«Stay», de Rihanna: le secret des bons clips vidéos, c'est le gros plan

Capture d'écran du clip «Stay», de Rihanna

Capture d'écran du clip «Stay», de Rihanna

On vous a certainement demandé si vous aviez vu le dernier clip de Rihanna, «celui où elle est nue dans sa baignoire». Il y a plus à voir encore...

Rihanna vient de mettre en ligne deux clips pour sa ballade, Stay. L’un, avec son partenaire de duo Mikky Ekko, est plutôt standard, tandis que l’autre est une version «uncut», une vidéo en une seule prise de la pop star paraissant mélancolique et bouleversée dans son bain.

Dans cette dernière version, la caméra suit chacun de ses mouvements, zoomant parfois pour un gros plan sur les yeux noisette et tristes de la chanteuse.

Elle ne fait du playback sur sa chanson que vers la fin de la vidéo. Entre ces quatre minutes trente intense et sa performance étonnamment forte et pleine d'émotion aux Grammys ce dimanche 10 février, Rihanna espère-t-elle être prise plus au sérieux?

On devra probablement attendre de voir ce que contient son prochain album, qui sortira forcément plus tard cette année, pour le savoir.

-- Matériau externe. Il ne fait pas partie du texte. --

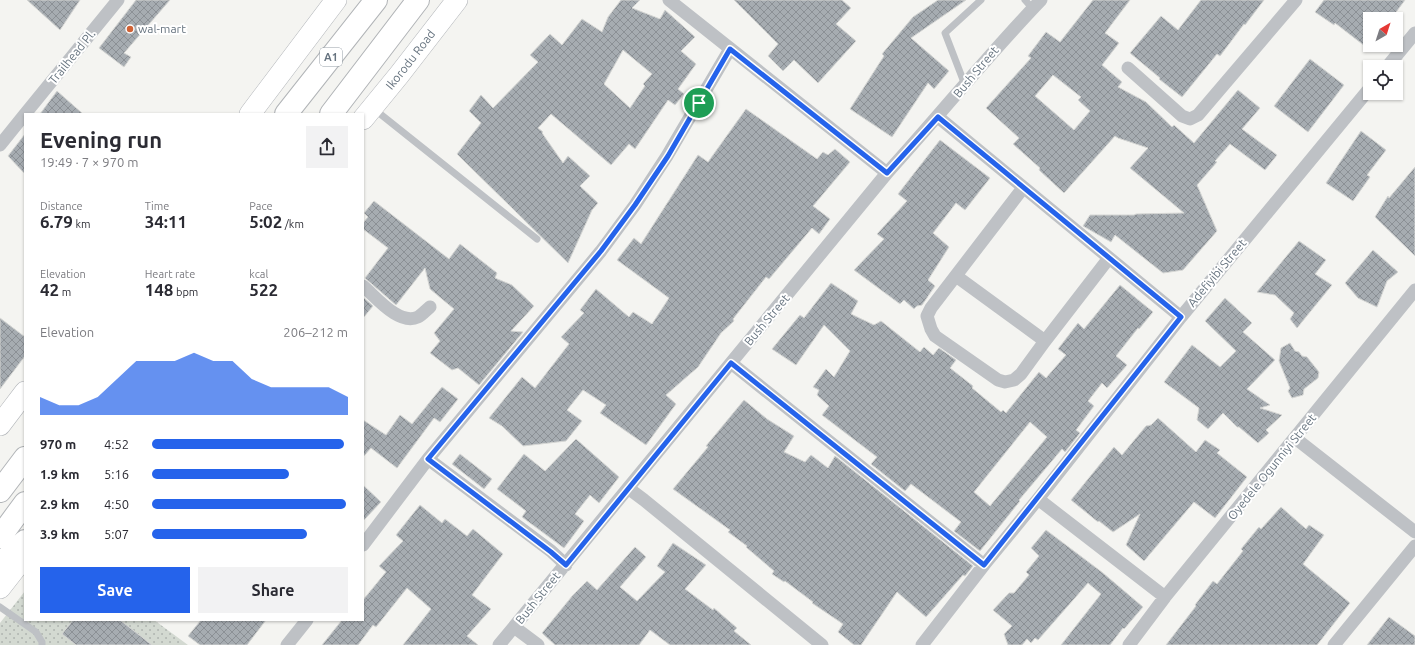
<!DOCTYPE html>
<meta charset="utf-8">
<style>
:root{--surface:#fff;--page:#f2f2f3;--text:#2b2b33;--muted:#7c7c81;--accent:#2563eb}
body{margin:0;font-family:Ubuntu,sans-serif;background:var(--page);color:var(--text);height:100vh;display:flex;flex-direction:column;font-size:15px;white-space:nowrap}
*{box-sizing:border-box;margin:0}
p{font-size:13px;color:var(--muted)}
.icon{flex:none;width:22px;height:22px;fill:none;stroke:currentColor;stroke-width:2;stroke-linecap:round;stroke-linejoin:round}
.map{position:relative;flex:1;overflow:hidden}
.drawer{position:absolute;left:24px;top:113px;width:340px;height:508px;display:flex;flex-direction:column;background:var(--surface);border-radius:0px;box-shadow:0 1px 3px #0004}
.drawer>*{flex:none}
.needle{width:26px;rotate:39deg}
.fabs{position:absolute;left:1363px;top:12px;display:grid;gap:8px}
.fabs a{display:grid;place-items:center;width:40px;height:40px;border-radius:0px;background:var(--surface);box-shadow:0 1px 3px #0004;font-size:20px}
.pin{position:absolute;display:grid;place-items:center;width:34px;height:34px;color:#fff;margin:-17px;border:2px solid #fff;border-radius:50%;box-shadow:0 1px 4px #0007}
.round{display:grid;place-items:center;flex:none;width:42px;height:42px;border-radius:0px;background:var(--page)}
.summary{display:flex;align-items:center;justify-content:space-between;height:68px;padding:0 16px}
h1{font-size:22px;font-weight:700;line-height:30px}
.metrics{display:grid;grid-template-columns:repeat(3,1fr);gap:6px;height:68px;padding:4px 16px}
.metrics div{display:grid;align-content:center}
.metrics b{font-size:17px;font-weight:700}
.metrics small{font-size:11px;font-weight:400}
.metrics p{font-size:11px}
.chart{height:112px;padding:8px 16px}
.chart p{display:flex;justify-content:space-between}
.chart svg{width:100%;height:72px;margin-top:4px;fill:var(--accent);opacity:.7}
.action{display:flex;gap:8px;margin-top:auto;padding:8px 16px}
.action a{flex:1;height:46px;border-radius:0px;background:var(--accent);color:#fff;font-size:16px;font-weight:700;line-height:46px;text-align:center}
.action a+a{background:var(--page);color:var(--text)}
ul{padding:0 16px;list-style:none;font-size:13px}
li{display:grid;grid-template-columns:64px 48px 1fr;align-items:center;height:30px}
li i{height:10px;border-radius:5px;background:var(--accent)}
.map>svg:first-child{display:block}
.grass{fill:url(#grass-dots)}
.building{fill:url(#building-cross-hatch);stroke:#d5d6d4;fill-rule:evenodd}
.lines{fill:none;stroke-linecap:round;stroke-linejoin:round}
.primary-casing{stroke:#b2b5b9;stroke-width:22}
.highway-casing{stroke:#b1b4b7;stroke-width:24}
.lane{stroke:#bec1c5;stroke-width:7}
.street{stroke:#bec1c5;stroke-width:13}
.primary{stroke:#fff;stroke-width:21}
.highway{stroke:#fff;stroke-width:22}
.route-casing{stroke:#fff;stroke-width:8}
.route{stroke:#2563eb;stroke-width:5}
.poi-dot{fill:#d06235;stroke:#fff;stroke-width:1.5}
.labels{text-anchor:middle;stroke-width:4;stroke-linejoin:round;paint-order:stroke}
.shield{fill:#fff;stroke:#949da5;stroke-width:1}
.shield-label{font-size:11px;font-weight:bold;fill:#66737f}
.poi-label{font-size:12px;fill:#66737f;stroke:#fff;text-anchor:start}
.street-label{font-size:12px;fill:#66737f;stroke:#fff}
</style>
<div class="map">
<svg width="1415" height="645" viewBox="0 0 1415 645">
<defs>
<pattern id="grass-dots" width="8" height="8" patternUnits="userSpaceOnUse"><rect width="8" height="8" fill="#d3d9d1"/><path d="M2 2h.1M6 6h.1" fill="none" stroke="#afb4af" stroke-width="1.8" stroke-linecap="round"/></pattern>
<pattern id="building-cross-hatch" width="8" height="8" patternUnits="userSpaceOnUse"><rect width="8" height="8" fill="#a6acb1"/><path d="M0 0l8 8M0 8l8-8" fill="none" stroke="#8b9095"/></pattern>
</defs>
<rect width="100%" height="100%" fill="#f4f4f1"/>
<path class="grass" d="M25,591v29h129l34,25h-188v-22z"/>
<path class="building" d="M27,0h53l-20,30z
M136,0h34l-46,53 7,4 -7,10 -25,-19z
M621,0h19l-8,8 28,11 5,-9 30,27 -14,14 15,13 -18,25 6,5 -9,11 -7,-5 -33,49 -6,-5 -18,21 -60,-51 -13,14 5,4 -1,1 21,30 5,-7 22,20 -10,10 18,17 -6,7 -24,53 -111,-109 24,-31 -12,-12 12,-16 12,13 45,-46 -8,-7 20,-21 12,11 20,-26 20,13 6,-15zM623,50l29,24 -9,10 2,2 -15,22 -26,-24z
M734,0h108l9,8 -15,16 20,17 -38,42 -24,-23 -11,11 -15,-15 10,-12z
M938,0h28l-55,38 38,33 -15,18 -6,-6 -36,54 -42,-28 34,-53 -2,-2 31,-37z
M1093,0h37l-25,33 14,10 -17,22 20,17 -4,5 28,15 26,25 2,-2 20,18 44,-53 22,18 -18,21 35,26 -12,15 -35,-26 -15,17 2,1 -20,23 20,46 -34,39 -20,3 -48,-38 -4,7 -28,-16 7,-11h44l2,-1 48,-1 -54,-45 18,-20 -30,-10 -3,-2 -51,57 -25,-23 1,-2 -27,-24 6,-6 -33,-30 45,-50 -3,-2 18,-24 14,10zM1053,75l28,22 -3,3 12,11 -16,19 -39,-34z
M1201,0h63l-19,25 -1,-1 -24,32 -3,-2 -35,43 -23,-18 1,-1 -30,-25 31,-37 17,14z
M1324,0h81l-14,19h-21v31l-35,-27 -1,2 -19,-13z
M1310,59l34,26 -36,47 -34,-26z
M57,91l26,23h-43z
M746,109l71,50 6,-7 5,3 7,-6 15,13 -37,44 17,13 -11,15 -7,-6 -43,51 -3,-2 -33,42 1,2 -13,12 -23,34 -32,28 10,9 -30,41 -46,-32 6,-8 -23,-15 -16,20 15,11 -16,20 -43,5 -21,-20 -13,-8 33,-41 13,11 34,-44 -8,-7 23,-24 -4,-3 16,-21 33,28 4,-5 19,12 17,-26 -52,-38 17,-22 7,6 57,-89 10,7z
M1361,131l25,19 -19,25 3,2 -17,24 -27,-18z
M25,134v40l-17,-18z
M940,140l50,38 -25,32 -9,-7 -23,30 16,14 -21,33 7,6 -13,19 -5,1 -3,3 -10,-9 -4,4 -46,-34 30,-31 -7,-5 30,-33 -9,-7z
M1415,167v89l-40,-39 13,-21 1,2z
M374,201l75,58 11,-15 37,29 -2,5 17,7 22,21 -23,25 12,1 -44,53 -21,-17 -6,2 -22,-17 10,-12 -6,-8 20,-24 -24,-20 -5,-21 -29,37 -31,-27 23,-30 -25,-19v-6l5,-6 -4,-4z
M1299,241l27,19 -11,14 17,11 -35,43 -7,-9 4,-6 -19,-18 -18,-3z
M1373,250l25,22 -11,9 -10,26 -19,-9 -13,-15z
M831,283l27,18 -7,13 23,11 7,-4 39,31 4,-5 9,8 6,-7 17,12 -6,8 23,18 -1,2 29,24 2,-2 3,3 33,-41 7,6 20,-23 -8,-6 20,-26 6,6 36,-44 33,27 -14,17 -1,-1 -22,28 11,9 -20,23 -5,-5 -14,18 6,5 -18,24 4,3 -15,19 -3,-3 -43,51 1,1 -40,50 -26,-20 7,-9 -50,-38 -6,7 -34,-27 6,-7 -55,-42 7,-9 -12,-11 2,-5 -6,-3 13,-18 8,8 16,-26 -26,-26 -28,40 -24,-16 28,-34 4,3zM1030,422l17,15 -57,69 -16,-14z
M363,297l10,9 -10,12z
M1225,298l27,25 -9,9 32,28 -28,29 23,16 -10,3 22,7 -16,15 3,3 -11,10 -19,-16h-2l-14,-14 -15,16 -11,-9 2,-12 -35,-26 28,-37 28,22 16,-16 -31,-30z
M0,318l25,19v19l-25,33z
M1290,343l5,8 4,1 3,4 5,1 12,15 -1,6 -14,11 -1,6 -11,3 -4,-7 2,-3 -11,-27 2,-13z
M442,387l16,12 -18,23 -6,-4 -37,50 -26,-20 -8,9v-37l23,15 14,-20 12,9z
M744,400l23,19 27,17 -10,16 21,10 6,-7 17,13 7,-12 138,110 -8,10 -2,-1 -37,42 -29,-25 -36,53h-7l-16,-13 5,-8 -31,-21 1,-1 -28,-21 -1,1 -12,-8 2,-3 -28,-24 1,-1 -19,-14 2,-2 -57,-41 35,-42 -2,-1z
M1158,418l38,34 9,-12 15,10 -3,3 30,24 -32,41 -21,-16 -50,59 -18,-16 14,-31 -27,18 -14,-11 -1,1 -27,-22 43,-53 8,8 24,-29 5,-1z
M576,439l43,38 -20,26 -9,-8 -15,19 9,7 -20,27 -42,-31 4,-6 -29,-22 27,-35 21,17z
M460,454l32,25 -8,10 -32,-25z
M363,485l18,17 -18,19z
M420,505l22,18 3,-4 22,17 6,-7 30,25 -31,41 19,14 -24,27 11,9h-75l28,-36 -24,-21 -31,39 -3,-2 -15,20h-36l20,-25h21v-20l23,-28 -7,-6 24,-25 -7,-6z
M1281,507l25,22 3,-4 15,10 -21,29 47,39 -33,42h-151l30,-39 -1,-1 18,-24 4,3 26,-33 -2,-2 18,-22 2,2z
M1046,530l57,43 40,34 -19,22 -1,-1 -13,17h-49l40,-51 -13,-11 -50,57 -3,-2 -4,5 -4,-4 -5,6h-14l-4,-11 8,-8 -19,-16 16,-17h5l15,-18 -3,-3 13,-16 -8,-8z
M673,543l33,22 -21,24 28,21 1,-2 23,20 -3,3 17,14h-81l-20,-15 -11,15h-84l-13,-12 31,-38 14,-14 10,9 38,-43 11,10 -26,30 17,14 28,-29 -8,-6z
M1389,617l26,19v9h-48z
M73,620h47l32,25h-76l-14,-11z
M201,620h65l-19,25h-47l-12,-9z"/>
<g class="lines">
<defs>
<g id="primary">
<path d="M250,114l86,-114"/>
<path id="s1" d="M363,119l36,-44 58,-75"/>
<path d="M0,425l25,-33"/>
<path d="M0,588l25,-32"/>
</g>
<path id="highway" d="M286,114l90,-114
M331,114l87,-114
M0,491l25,-33
M0,537l25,-34
M0,564l25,-23"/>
</defs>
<use href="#primary" class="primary-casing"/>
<use href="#highway" class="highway-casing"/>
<path class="lane" d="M1025,0l8,9
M965,85l-20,-52 36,-33
M374,109l163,130
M0,607l36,25 6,10v3"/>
<path class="street" d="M669,0l218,173
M1387,67l28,-34
M1128,68l54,48 8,3 8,-4 98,-115
M25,114l93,-114
M938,117l243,200
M0,145l25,-31
M1023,188l-92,120 -4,8 4,13 4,7 63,44 7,2 9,-2 7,-6 24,-33 64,-83
M956,276l89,65
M363,286c13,11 36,40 55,31 4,-2 8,-7 12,-10
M731,363l253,202
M1295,438l120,94
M428,459l123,92 15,14
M628,488l16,12 178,145
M1038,499l127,98
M363,545l65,-86 173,-208 34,-46 32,-49 63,-107
M514,627l24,18
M287,645l20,-25
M499,645l388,-472c52,-57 101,-118 154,-173
M922,645l62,-80 54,-66 143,-182 189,-229
M1129,645l36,-48 250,-307
M1334,645l81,-99"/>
<use href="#primary" class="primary"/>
<use href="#highway" class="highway"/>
</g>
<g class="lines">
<defs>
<path id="route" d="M730,49l157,124 51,-56 243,200 -197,248 -253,-202 -165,202 -15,-13 -123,-93 173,-208 34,-46 33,-49z"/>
</defs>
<use href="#route" class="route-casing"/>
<use href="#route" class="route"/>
</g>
<circle class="poi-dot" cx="130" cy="29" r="4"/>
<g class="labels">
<rect class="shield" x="320" y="48" width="22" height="18" rx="3"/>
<g class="shield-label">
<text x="331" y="61">A1</text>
</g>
<g class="poi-label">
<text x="138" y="33">wal-mart</text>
</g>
<g class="street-label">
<text transform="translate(72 57) rotate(-51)" y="4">Trailhead Pl.</text>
<text dy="4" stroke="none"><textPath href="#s1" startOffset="76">Ikorodu Road</textPath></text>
<text transform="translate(976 72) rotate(-50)" y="4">Bush Street</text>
<text transform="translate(1217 273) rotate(-50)" y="4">Adefiyibi Street</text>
<text transform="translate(767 320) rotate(-50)" y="4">Bush Street</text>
<text transform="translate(1272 467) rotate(-51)" y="4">Oyedele Ogunniyi Street</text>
<text transform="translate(538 598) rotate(-51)" y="4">Bush Street</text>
</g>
</g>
</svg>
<div class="fabs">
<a><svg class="needle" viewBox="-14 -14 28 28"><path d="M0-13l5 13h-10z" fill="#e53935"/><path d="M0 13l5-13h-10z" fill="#7c7c81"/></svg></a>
<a><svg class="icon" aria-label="locate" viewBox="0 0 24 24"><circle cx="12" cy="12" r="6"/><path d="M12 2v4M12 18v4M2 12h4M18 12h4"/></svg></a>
</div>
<div class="pin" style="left:699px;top:103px;background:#1e9e55"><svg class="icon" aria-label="arrive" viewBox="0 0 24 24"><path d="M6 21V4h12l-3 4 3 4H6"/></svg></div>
<section class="drawer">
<div class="summary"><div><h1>Evening run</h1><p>19:49 · 7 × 970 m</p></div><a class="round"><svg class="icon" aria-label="share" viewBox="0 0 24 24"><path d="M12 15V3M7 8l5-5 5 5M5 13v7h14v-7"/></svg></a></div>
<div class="metrics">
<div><p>Distance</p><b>6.79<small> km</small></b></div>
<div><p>Time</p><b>34:11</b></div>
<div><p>Pace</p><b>5:02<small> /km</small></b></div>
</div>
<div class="metrics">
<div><p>Elevation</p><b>42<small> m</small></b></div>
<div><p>Heart rate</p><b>148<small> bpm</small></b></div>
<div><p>kcal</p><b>522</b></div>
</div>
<div class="chart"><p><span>Elevation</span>206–212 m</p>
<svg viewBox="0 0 160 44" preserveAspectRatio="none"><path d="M0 44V33L10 38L20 38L30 33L40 22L50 11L60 11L70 11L80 6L90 11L100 11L110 22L120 27L130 27L140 27L150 27L160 33V44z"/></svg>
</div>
<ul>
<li><b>970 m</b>4:52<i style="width:98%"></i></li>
<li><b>1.9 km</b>5:16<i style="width:70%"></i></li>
<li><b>2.9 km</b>4:50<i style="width:99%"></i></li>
<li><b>3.9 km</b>5:07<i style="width:79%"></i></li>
</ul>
<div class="action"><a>Save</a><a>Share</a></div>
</section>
</div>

Que ces récentes prestations soient le signe d’un changement de direction ou pas, elle a, à tout le moins, tapé en plein dans une formule qui a fait ses preuves pour créer un très bon clip: une longue prise en gros plan sur un chanteur qui exprime ses sentiments donne généralement toujours un bon résultat.

Le zoom sur le visage d’un performer est l’un des plans clés du cinéma depuis les premiers jours du medium. Comme Cecelia Ager, la première femme critique ciné de Variety, s’extasiait à propos d’une certaine actrice suédoise:

«Greta Garbo meurt merveilleusement dans Le Roman de Marguerite Gautier. On peut vraiment la voir mourir, sentir le moment précis où son charmant esprit quitte son corps fascinant.»

Les réalisateurs de clips se sont rendus compte de ce potentiel il y a longtemps, et cela fait des décennies que certains des meilleurs et plus mémorables spécimens de ce format s’en sont tenus à une formule qui semble être infaillible.

Ci-dessous, nous avons choisi nos exemples favoris dans ce petit sous-genre. Est-ce qu’on en a raté? Est-ce que cette approche a parfois mal tourné? Dites-le nous dans les commentaires.

Nothing Compares 2 U, Sinead O’Connor

La plus vieille vidéo de notre liste, et l’une des plus efficaces. O’Connor passe de la colère à l’envie au désespoir, et on voit tout sur son visage petit et pale, parfaitement mis en valeur par le fond sombre et simple.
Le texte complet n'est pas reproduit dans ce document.